Kodlama
Bu gün kodlama konusunda bir muhabbet edelim. Yazılım, kodlama, programlama tüm bunlar sanırım birçoğumuzun duymaya aşina olduğu konular. Ben duymadım, ben bilmiyorum, hiç alakam yok deme, ben senin de iyi bir kodlama uzmanı olduğunu biliyorum veya tahmin edebiliyorum.
Konu konuyu açar gider, çay da olduğu gibi, muhabbetin de koyusu keyif verir insana. Yine hanımla laflıyoruz muhabbet koyu. Konu gündem dışı, malum, ülkenin suni gündemleri pek bitmiyor o yüzden gündem hakkında konuşmalar da bir süre sonra bayıp gidiyor. Kırk yıllık Brezilya dizileri kıvamındaki gündemleri konuşmaktan da, yorumlamaktan da bıktık usandık. Zaten gerçekten dişe dokunur bir şeyler olsa, insan konuşmalara doyamaz, muhabbetler de sıkmaz!

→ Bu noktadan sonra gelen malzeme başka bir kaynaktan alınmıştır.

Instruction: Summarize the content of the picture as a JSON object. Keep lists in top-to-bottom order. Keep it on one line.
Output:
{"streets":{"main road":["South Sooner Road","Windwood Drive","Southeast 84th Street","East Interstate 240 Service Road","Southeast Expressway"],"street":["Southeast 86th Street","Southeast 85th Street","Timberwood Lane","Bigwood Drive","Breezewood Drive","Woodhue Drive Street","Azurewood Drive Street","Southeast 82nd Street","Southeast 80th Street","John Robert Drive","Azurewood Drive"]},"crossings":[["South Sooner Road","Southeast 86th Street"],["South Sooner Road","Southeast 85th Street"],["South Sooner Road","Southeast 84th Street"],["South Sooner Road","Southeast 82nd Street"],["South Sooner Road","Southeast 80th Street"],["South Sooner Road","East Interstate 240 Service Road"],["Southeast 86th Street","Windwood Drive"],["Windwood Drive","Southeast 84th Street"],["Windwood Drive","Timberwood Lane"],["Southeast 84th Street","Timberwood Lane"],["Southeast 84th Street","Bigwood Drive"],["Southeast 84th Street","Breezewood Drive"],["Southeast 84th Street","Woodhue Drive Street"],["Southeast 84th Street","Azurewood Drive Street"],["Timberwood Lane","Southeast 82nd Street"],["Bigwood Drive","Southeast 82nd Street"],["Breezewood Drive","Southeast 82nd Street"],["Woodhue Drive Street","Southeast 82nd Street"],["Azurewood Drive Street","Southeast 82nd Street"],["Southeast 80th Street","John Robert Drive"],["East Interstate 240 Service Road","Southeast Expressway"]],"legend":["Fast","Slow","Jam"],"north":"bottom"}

Barolar, marolar, ekonomi, trigomi, vassonomi, tombili mombili! Geçtim ben bunları artık, en azından bu günlük geçiyorum, pas!
Kodlama konusunda laflarken aslında belki tüm toplumların ve toplumları oluşturan biz bireylerin farkında olmadan nasıl da iyi bir kodlama yeteneğine sahip olduğumuzu fark ettim! İtiraf ediyorum bu güne kadar hiç bu kadar kodlama konusunda uzman olduğumuzu bilmiyordum!
Bazen insanın bir dinginleşmesi, şöyle kafayı bir toparlaması gerekiyor ama bizleri öyle bir hale getirmişler ki biz düşünemiyoruz bile!
Dikkat edin eşekle hiç ilginiz yok, belki canlı bir eşekle karşılaşmadınız bile, tabi, iki ayaklı eşeklerden bahsetmiyorum.
Yoksa elini sallasan iki ayaklı eşek dolu, hem politikada, hem normal yaşam içinde!
Bildiğiniz dört ayağı olan, iki uzun kulağı olan, gerçek eşeklerden! Siz o gün veya o hafta durmadan eşekleri konuşursunuz, çünkü size onu kodluyorlar! Ve siz de kodlamaya müsait bir yapıya sahipsiniz, hayır, bu sizin acizliğiniz filan değil, insan olduğunuz, düşünebildiğiniz, olayları yorumlayabildiğiniz için. Durum böyle olunca, kodlanmış vaziyette dolaşıyorsunuz ortalıkta. Kodlu musun, yo hayır, yok bence kodlusun!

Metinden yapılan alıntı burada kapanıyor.